In mid-October, Dan Tehan, the minister assisting the prime minister on cyber security, announced that the Australian government is considering introducing new legislation on the internet of things (IoT; for an introduction to this topic, see my previous post). Under the proposed legislation, IoT device makers would have to include a security rating on their products. The concept is similar to an energy efficiency rating, which became mandatory for certain appliances in Australia in 2012. Introducing a ‘cyber kangaroo’ (PDF) rating is an appealingly practical measure that, if it’s done well, could improve consumer awareness of cybersecurity issues and encourage industry to adhere to minimum security standards. But there are several reasons why it would be more difficult to implement than an energy rating and could potentially increase consumers’ susceptibility to attack.
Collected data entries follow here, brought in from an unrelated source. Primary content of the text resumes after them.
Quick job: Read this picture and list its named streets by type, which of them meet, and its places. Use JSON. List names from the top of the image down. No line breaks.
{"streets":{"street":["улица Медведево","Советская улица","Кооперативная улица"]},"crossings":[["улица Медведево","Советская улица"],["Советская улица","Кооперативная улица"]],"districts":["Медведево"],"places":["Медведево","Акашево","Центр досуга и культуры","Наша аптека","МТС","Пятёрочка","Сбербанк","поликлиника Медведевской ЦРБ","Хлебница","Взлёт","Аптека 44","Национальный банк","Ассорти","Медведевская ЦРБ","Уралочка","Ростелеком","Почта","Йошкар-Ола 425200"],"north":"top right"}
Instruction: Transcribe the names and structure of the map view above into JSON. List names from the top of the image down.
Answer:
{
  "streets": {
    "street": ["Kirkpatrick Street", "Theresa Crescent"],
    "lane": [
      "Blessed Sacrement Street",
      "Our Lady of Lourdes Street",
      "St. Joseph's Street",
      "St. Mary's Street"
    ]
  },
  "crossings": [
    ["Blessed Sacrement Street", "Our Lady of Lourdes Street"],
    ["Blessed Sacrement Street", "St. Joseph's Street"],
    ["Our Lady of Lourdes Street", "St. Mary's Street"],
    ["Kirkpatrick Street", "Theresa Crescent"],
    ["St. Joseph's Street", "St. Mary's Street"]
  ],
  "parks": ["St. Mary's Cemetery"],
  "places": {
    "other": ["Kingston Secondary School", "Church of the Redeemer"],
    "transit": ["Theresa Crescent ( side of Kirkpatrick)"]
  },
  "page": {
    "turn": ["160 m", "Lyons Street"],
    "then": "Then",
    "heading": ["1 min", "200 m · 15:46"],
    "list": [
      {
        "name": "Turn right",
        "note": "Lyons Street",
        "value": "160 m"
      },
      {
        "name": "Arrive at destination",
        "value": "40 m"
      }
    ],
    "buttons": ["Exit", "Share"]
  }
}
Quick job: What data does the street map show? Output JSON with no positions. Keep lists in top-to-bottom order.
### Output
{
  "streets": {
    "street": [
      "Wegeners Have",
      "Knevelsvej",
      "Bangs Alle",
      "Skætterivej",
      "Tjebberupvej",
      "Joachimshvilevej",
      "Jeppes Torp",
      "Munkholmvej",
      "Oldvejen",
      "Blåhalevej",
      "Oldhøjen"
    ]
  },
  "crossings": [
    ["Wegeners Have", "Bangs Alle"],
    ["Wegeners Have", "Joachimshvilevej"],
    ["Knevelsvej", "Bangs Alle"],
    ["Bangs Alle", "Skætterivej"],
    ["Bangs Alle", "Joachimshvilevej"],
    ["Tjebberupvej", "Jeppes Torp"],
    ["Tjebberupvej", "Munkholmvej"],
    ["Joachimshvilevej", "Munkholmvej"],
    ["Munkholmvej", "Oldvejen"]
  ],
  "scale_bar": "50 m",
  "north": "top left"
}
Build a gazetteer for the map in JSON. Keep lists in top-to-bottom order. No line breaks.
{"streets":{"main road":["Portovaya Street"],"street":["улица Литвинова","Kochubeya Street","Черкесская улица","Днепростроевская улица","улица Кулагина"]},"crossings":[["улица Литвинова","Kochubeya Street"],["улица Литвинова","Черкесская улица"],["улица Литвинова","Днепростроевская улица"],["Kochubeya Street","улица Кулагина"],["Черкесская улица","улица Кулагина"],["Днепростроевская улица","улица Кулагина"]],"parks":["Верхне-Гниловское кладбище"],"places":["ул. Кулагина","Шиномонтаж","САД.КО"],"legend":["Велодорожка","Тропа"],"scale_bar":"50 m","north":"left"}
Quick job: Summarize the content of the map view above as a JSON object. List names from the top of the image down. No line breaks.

First, the vulnerability of an IoT device is likely to vary over its lifetime as weaknesses are discovered and then patched. The energy efficiency of a refrigerator or washing machine, by contrast, is relatively fixed. When UK police chief Mike Barton suggested a security rating for IoT devices earlier this year, tech editor Samuel Gibbs correctly noted that ‘a device’s resilience to attack from cyber criminals can change over time’. Cybercrime is an ever-evolving discipline and new vulnerabilities are constantly being exposed. At best, a security rating would only reflect the security information about a device at the time of manufacture.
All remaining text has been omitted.